To draw a more complete picture of the performance to stratify patients using the combined score, we next selected patients of the test set for advanced stage disease (stage III/IV, UICC8th; Supplementary Fig. 7a; combined score, LRT = 9.5, p = 0.002, employing a chi-square distribution, n = 219, c-index = 0.57; Supplementary Fig. 7b). Patients with a high combined score had a HR of 0.48 [95% CI = 0.27–0.86], p = 0.013, n = 219 (Supplementary Fig. 7c), while a level of significance could not be reached for the intermediate group (HR = 0.81, [95% CI = 0.54–1.21], p = 0.3). For regular HPV testing a level of significance could not be reached (HPV-positive, LRT = 2.77, p = 0.1, employing a chi-square distribution, c-index = 0.51, HR = 0.53 [95% CI = 0.23–1.2], p = 0.12, Cox proportional hazards model; Supplementary Fig. 7d). A multivariate analysis showed a significant prognostic association of the high combined score, HR = 0.42 [95% CI = 0.22–0.77], p = 0.006, derived by a Cox proportional hazards model and no significant association for the intermediate group HR = 0.81 [95% CI = 0.52–1.26], p = 0.35, Cox proportional hazards model (Supplementary Fig. 7e; n = 195).
In addition, we selected only HPV-positive cases (Fig. 4f) and applied the combined score to stratify these patients. Here, the combined score showed an LRT = 9.3 (p = 0.002, employing a chi-square distribution, n = 230, c-index = 0.63; Fig. 4g). By again dividing patients using the same three-tier threshold, patients with a high score had a HR = 0.18 [95% CI = 0.06–0.56], p = 0.003, derived by a Cox proportional hazards model and patients with an intermediate score HR = 0.46 [95% CI = 0.24–0.90], p = 0.022, Cox proportional hazards model (Fig. 4h).
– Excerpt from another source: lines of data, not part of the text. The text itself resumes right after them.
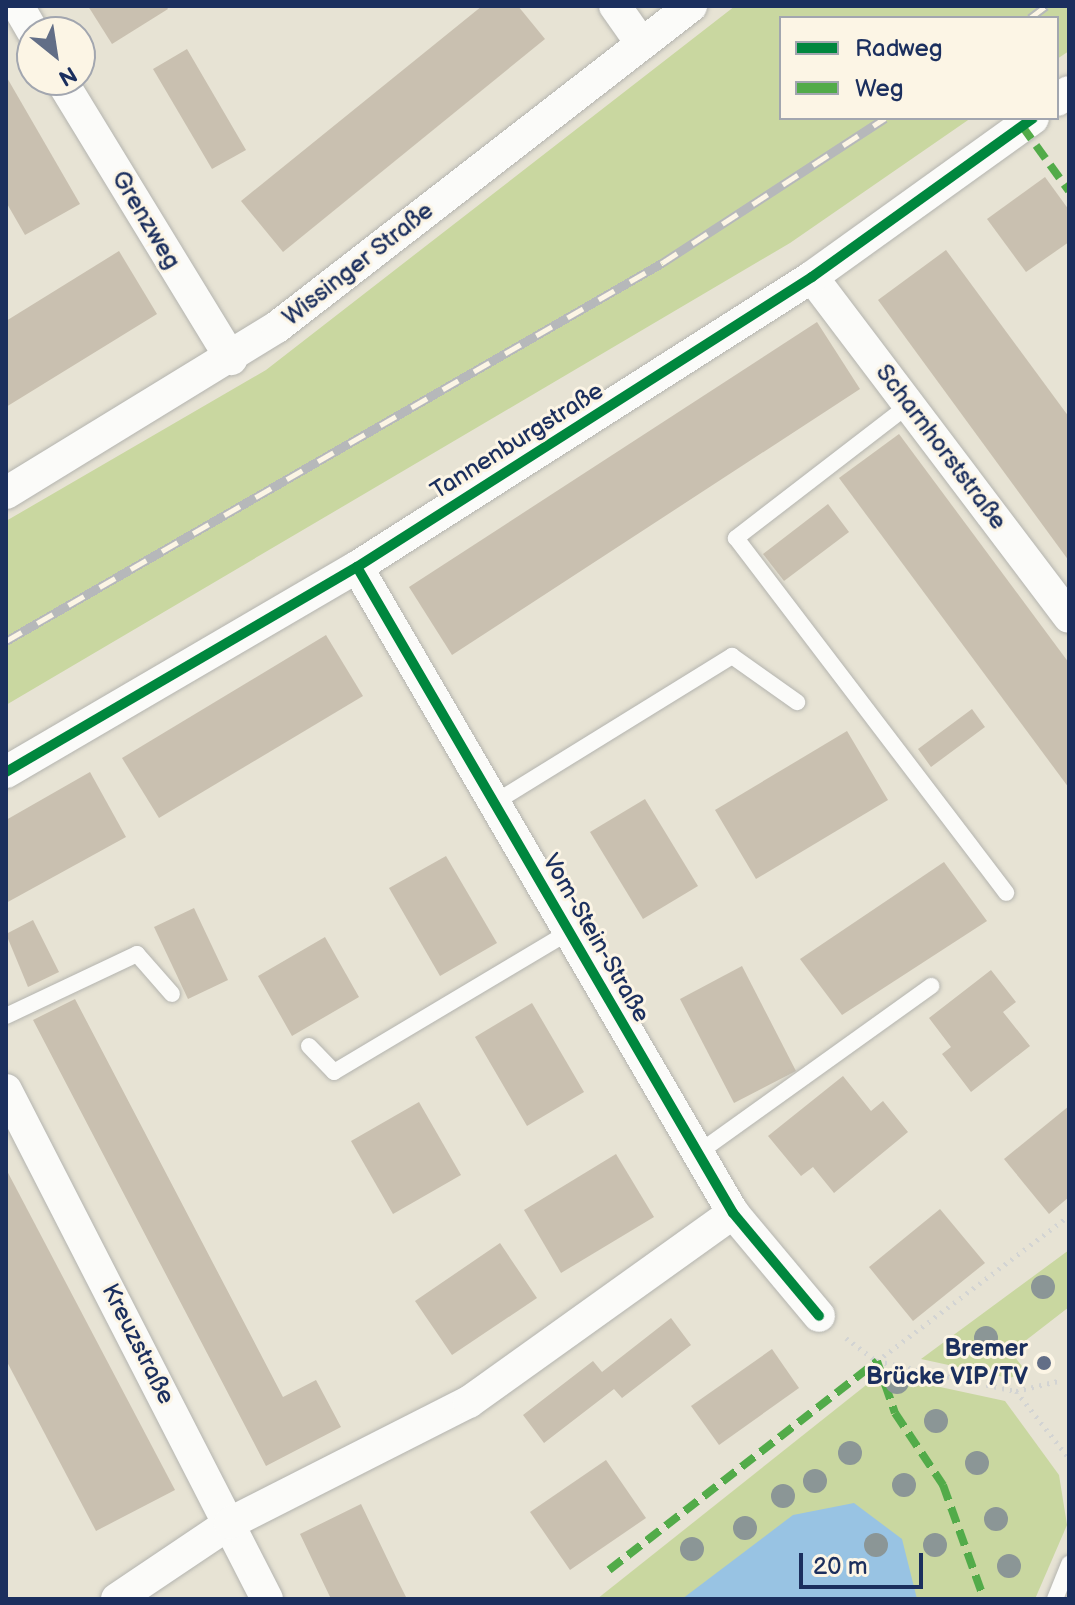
<!DOCTYPE html>
<meta charset="utf-8">
<style>
body{margin:0}
#map{position:relative;width:1075px;height:1605px;overflow:hidden;background:#e7e3d4;font-family:"Balsamiq Sans",sans-serif}
div>[style]{position:absolute}
[style*='--x']{left:calc(var(--x)*1px);top:calc(var(--y)*1px);width:calc(var(--w)*1px);rotate:calc(var(--a)*1deg)}
.green>*{inset:0;background:#c9d7a0}
.water>*{inset:0;background:#98c3e3}
.building>*{inset:0;background:#c9c0b0}
.path>*{height:5px;margin-top:-2.5px;transform-origin:0;background:repeating-linear-gradient(90deg,#d3d4d3 0 2px,transparent 0 8px)}
.roads{filter:drop-shadow(0 0 2px #b4b4af) drop-shadow(0 0 2px #b4b4af)}
.service>*{height:16px;margin:-8px;padding:0 8px;transform-origin:8px;border-radius:8px;background:#fbfbf9}
.minor>*{height:32px;margin:-16px;padding:0 16px;transform-origin:16px;border-radius:16px;background:#fbfbf9}
.rail>*{height:9px;margin-top:-4.5px;transform-origin:0;background:repeating-linear-gradient(90deg,#fcf5e5 0 18px,#b6b8ba 0 36px);box-sizing:border-box;border-block:2px solid #b6b8ba}
.quiet>*{height:8px;margin-top:-4px;transform-origin:0;background:repeating-linear-gradient(90deg,#52ab49 0 16px,transparent 0 24px)}
.cycleway>*{height:10px;margin:-5px;padding:0 5px;transform-origin:5px;border-radius:5px;background:#00873e}
.trees>*{width:24px;height:24px;margin:-12px;border-radius:50%;background:#8b9696}
.dots>*{width:22px;height:22px;translate:-50% -50%;box-sizing:border-box;border:4px solid #fcf5e5;border-radius:50%}
span{translate:-50% -50%;white-space:nowrap;text-align:center;line-height:1.15;-webkit-text-stroke:6px #fcf5e5;paint-order:stroke}
.street-label{font-size:24px;color:#1b2f5e}
.poi-label{font-size:24px;color:#1b2f5e;font-weight:700}
.right{translate:-100% -50%;text-align:right}
.frame{position:absolute;inset:0;border:8px solid #1b2f5e;pointer-events:none}
.legend{position:absolute;left:779px;top:16px;width:280px;height:104px;box-sizing:border-box;background:#fcf5e5;border:2px solid #a2a6af;margin:0;padding:10px 14px;list-style:none;font-size:24px;color:#1b2f5e}
.legend li{display:flex;align-items:center;gap:16px;height:40px}
.legend b{width:40px;border:2px solid #a2a6af}
.north{position:absolute;left:16px;top:16px;width:80px;height:80px;box-sizing:border-box;background:#fcf5e5;border:2px solid #a2a6af;border-radius:50%;rotate:150deg;font-size:22px;font-weight:700;line-height:32px;text-align:center;color:#1b2f5e}
.north::after{content:'';display:block;margin:auto;width:28px;height:36px;background:#626e87;clip-path:polygon(50% 0,100% 100%,50% 72%,0 100%)}
.scale{position:absolute;left:799px;top:1553px;width:124px;height:36px;box-sizing:border-box;border:4px solid #1b2f5e;border-top:0;padding-left:10px;font-size:24px;line-height:28px;white-space:nowrap;color:#1b2f5e;-webkit-text-stroke:6px #fcf5e5;paint-order:stroke}
</style>
<div id="map">
<div class="green">
<div style="clip-path:polygon(735px 6px,1069px 6px,1069px 51px,1057px 59px,1057px 18px,781px 18px,781px 118px,971px 118px,790px 243px,6px 705px,6px 521px,266px 370px)"></div>
<div style="clip-path:polygon(1069px 1250px,1069px 1307px,1011px 1352px,1028px 1374px,1008px 1378px,921px 1359px)"></div>
<div style="clip-path:polygon(880px 1374px,1005px 1401px,1059px 1475px,1067px 1525px,1035px 1599px,597px 1599px)"></div>
</div>
<div class="water">
<div style="clip-path:polygon(854px 1503px,902px 1539px,917px 1599px,682px 1599px,793px 1515px)"></div>
</div>
<div class="building">
<div style="clip-path:polygon(88px 6px,166px 6px,168px 9px,112px 44px)"></div>
<div style="clip-path:polygon(482px 6px,518px 6px,545px 39px,283px 252px,241px 201px)"></div>
<div style="clip-path:polygon(187px 49px,246px 150px,212px 169px,153px 69px)"></div>
<div style="clip-path:polygon(6px 76px,80px 204px,25px 235px,6px 202px)"></div>
<div style="clip-path:polygon(1045px 177px,1069px 210px,1069px 242px,1026px 272px,987px 219px)"></div>
<div style="clip-path:polygon(946px 250px,1069px 417px,1069px 561px,878px 300px)"></div>
<div style="clip-path:polygon(119px 251px,157px 314px,6px 407px,6px 321px)"></div>
<div style="clip-path:polygon(817px 322px,860px 389px,452px 655px,409px 587px)"></div>
<div style="clip-path:polygon(899px 434px,1069px 663px,1069px 788px,839px 478px)"></div>
<div style="clip-path:polygon(828px 504px,849px 532px,784px 581px,763px 554px)"></div>
<div style="clip-path:polygon(326px 635px,363px 696px,159px 818px,122px 758px)"></div>
<div style="clip-path:polygon(972px 709px,985px 727px,931px 767px,918px 749px)"></div>
<div style="clip-path:polygon(847px 731px,888px 800px,756px 879px,715px 810px)"></div>
<div style="clip-path:polygon(90px 772px,126px 837px,6px 903px,6px 820px)"></div>
<div style="clip-path:polygon(645px 799px,698px 886px,643px 919px,590px 832px)"></div>
<div style="clip-path:polygon(446px 856px,497px 943px,440px 976px,389px 888px)"></div>
<div style="clip-path:polygon(944px 862px,987px 921px,842px 1015px,800px 959px)"></div>
<div style="clip-path:polygon(194px 908px,228px 980px,188px 999px,154px 927px)"></div>
<div style="clip-path:polygon(33px 920px,59px 972px,28px 987px,6px 934px)"></div>
<div style="clip-path:polygon(325px 937px,359px 997px,292px 1036px,258px 976px)"></div>
<div style="clip-path:polygon(742px 966px,796px 1071px,734px 1103px,680px 999px)"></div>
<div style="clip-path:polygon(991px 970px,1016px 1002px,1003px 1012px,1030px 1046px,971px 1092px,942px 1054px,951px 1047px,929px 1018px)"></div>
<div style="clip-path:polygon(75px 999px,283px 1397px,316px 1380px,341px 1427px,266px 1466px,33px 1020px)"></div>
<div style="clip-path:polygon(532px 1003px,584px 1092px,527px 1126px,475px 1037px)"></div>
<div style="clip-path:polygon(843px 1076px,871px 1111px,883px 1101px,908px 1132px,834px 1193px,813px 1167px,801px 1176px,768px 1136px)"></div>
<div style="clip-path:polygon(419px 1102px,461px 1175px,393px 1214px,351px 1141px)"></div>
<div style="clip-path:polygon(1069px 1106px,1069px 1197px,1049px 1214px,1004px 1159px)"></div>
<div style="clip-path:polygon(616px 1154px,654px 1217px,561px 1273px,524px 1210px)"></div>
<div style="clip-path:polygon(6px 1169px,175px 1490px,96px 1531px,6px 1360px)"></div>
<div style="clip-path:polygon(940px 1209px,985px 1263px,913px 1321px,869px 1267px)"></div>
<div style="clip-path:polygon(500px 1243px,537px 1298px,452px 1355px,415px 1301px)"></div>
<div style="clip-path:polygon(671px 1318px,691px 1345px,622px 1398px,614px 1389px,544px 1443px,523px 1415px,593px 1361px,602px 1372px)"></div>
<div style="clip-path:polygon(772px 1349px,799px 1388px,719px 1445px,691px 1406px)"></div>
<div style="clip-path:polygon(606px 1460px,646px 1518px,570px 1570px,530px 1512px)"></div>
<div style="clip-path:polygon(361px 1504px,397px 1579px,407px 1599px,331px 1599px,300px 1534px)"></div>
</div>
<div class="path">
<div style="--x:846;--y:1338;--w:39;--a:37"></div>
<div style="--x:877;--y:1361;--w:142;--a:12.2"></div>
<div style="--x:1016;--y:1391;--w:85;--a:51.7"></div>
<div style="--x:877;--y:1361;--w:241;--a:-37.1"></div>
<div style="--x:1016;--y:1391;--w:43;--a:-13.4"></div>
</div>
<div class="roads">
<div class="service">
<div style="--x:910;--y:404;--w:220;--a:142.4"></div>
<div style="--x:736;--y:538;--w:446;--a:52.7"></div>
<div style="--x:494;--y:803;--w:280;--a:-31.7"></div>
<div style="--x:732;--y:656;--w:80;--a:35.3"></div>
<div style="--x:6;--y:1016;--w:145;--a:-25.3"></div>
<div style="--x:137;--y:954;--w:53;--a:48.8"></div>
<div style="--x:309;--y:1046;--w:36;--a:46"></div>
<div style="--x:334;--y:1072;--w:274;--a:-30.8"></div>
<div style="--x:698;--y:1153;--w:287;--a:-35.6"></div>
<div style="--x:1055;--y:1599;--w:38;--a:-68"></div>
</div>
<div class="minor">
<div style="--x:18;--y:6;--w:30;--a:60"></div>
<div style="--x:615;--y:6;--w:45;--a:54.9"></div>
<div style="--x:61;--y:80;--w:327;--a:58.6"></div>
<div style="--x:1057;--y:100;--w:14;--a:-34"></div>
<div style="--x:812;--y:277;--w:426;--a:52.9"></div>
<div style="--x:6;--y:493;--w:318;--a:-31.5"></div>
<div style="--x:277;--y:327;--w:524;--a:-37.79"></div>
<div style="--x:357;--y:567;--w:747;--a:59.8"></div>
<div style="--x:733;--y:1213;--w:134;--a:50.1"></div>
<div style="--x:6;--y:772;--w:406;--a:-30.3"></div>
<div style="--x:357;--y:567;--w:540;--a:-32.51"></div>
<div style="--x:812;--y:277;--w:272;--a:-35.7"></div>
<div style="--x:6;--y:1090;--w:572;--a:62.85"></div>
<div style="--x:117;--y:1599;--w:136;--a:-33.9"></div>
<div style="--x:230;--y:1523;--w:268;--a:-26.9"></div>
<div style="--x:469;--y:1402;--w:325;--a:-35.6"></div>
</div>
</div>
<div class="rail">
<div style="--x:1030;--y:18;--w:20;--a:-37"></div>
<div style="--x:6;--y:641;--w:757;--a:-29.95"></div>
<div style="--x:662;--y:263;--w:266;--a:-33"></div>
</div>
<div class="quiet">
<div style="--x:1022;--y:126;--w:80;--a:54.1"></div>
<div style="--x:609;--y:1570;--w:340;--a:-37.9"></div>
<div style="--x:877;--y:1361;--w:55;--a:70.9"></div>
<div style="--x:895;--y:1413;--w:87;--a:56.3"></div>
<div style="--x:943;--y:1485;--w:121;--a:70.2"></div>
</div>
<div class="cycleway">
<div style="--x:357;--y:567;--w:747;--a:59.8"></div>
<div style="--x:733;--y:1213;--w:134;--a:50.1"></div>
<div style="--x:6;--y:772;--w:406;--a:-30.3"></div>
<div style="--x:357;--y:567;--w:540;--a:-32.51"></div>
<div style="--x:812;--y:277;--w:272;--a:-35.7"></div>
</div>
<div class="trees">
<div style="left:1043px;top:1287px"></div>
<div style="left:986px;top:1338px"></div>
<div style="left:897px;top:1382px"></div>
<div style="left:936px;top:1421px"></div>
<div style="left:850px;top:1453px"></div>
<div style="left:977px;top:1463px"></div>
<div style="left:815px;top:1481px"></div>
<div style="left:904px;top:1485px"></div>
<div style="left:783px;top:1496px"></div>
<div style="left:996px;top:1519px"></div>
<div style="left:745px;top:1528px"></div>
<div style="left:876px;top:1545px"></div>
<div style="left:935px;top:1545px"></div>
<div style="left:692px;top:1549px"></div>
<div style="left:1009px;top:1566px"></div>
</div>
<div class="dots">
<div style="left:1044px;top:1363px;background:#626e87"></div>
</div>
<div class="street-label">
<span style="left:146px;top:220px;rotate:59deg">Grenzweg</span>
<span style="left:358px;top:264px;rotate:-38deg">Wissinger Straße</span>
<span style="left:517px;top:441px;rotate:-32deg">Tannenburgstraße</span>
<span style="left:941px;top:447px;rotate:53deg">Scharnhorststraße</span>
<span style="left:596px;top:938px;rotate:60deg">Vom-Stein-Straße</span>
<span style="left:138px;top:1344px;rotate:63deg">Kreuzstraße</span>
</div>
<div class="poi-label">
<span class="right" style="left:1028px;top:1363px">Bremer<br>Brücke VIP/TV</span>
</div>
<div class="frame"></div>
<ul class="legend">
<li><b style="height:10px;background:#00873e"></b>Radweg</li>
<li><b style="height:10px;background:#52ab49"></b>Weg</li>
</ul>
<div class="north">N</div>
<div class="scale">20 m</div>
</div>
This resulted in a five-year overall survival rate of 92% [95% CI = 84–100%] for patients within the high group, 83% [95% CI = 76–90%] for patients in the intermediate group and 63% [95% CI = 47–84%] for the low group. Consistently, by following a multivariate approach, the analysis showed a significant prognostic association of the high combined score with HR = 0.21 [95% CI = 0.05–0.87], p = 0.032, derived by a Cox proportional hazards model, and no significant association for the intermediate group HR = 0.54 [95% CI = 0.24–1.24], p = 0.128, Cox proportional hazards model (Supplementary Fig. 7e; n = 196).
To this end, we explored visual correlates of misclassified cases and provided their clinical characteristics. We chose four cases, namely with the highest tile-class prevalence, but which were falsely classified as HPV-positive (false-positive) or that were falsely classified as HPV-negative (false-negative). Interestingly, two cases being falsely classified as HPV-positive were found to be p16 positive but HPV-DNA negative (Supplementary Fig. 9a) with an overall survival of 6.6 and 12.3 years, respectively. Two cases that had been falsely classified as HPV-negative were both found to be HPV-DNA/p16 positive but had an overall survival of 0.16 years and 0.42 years, respectively (Supplementary Fig. 9b).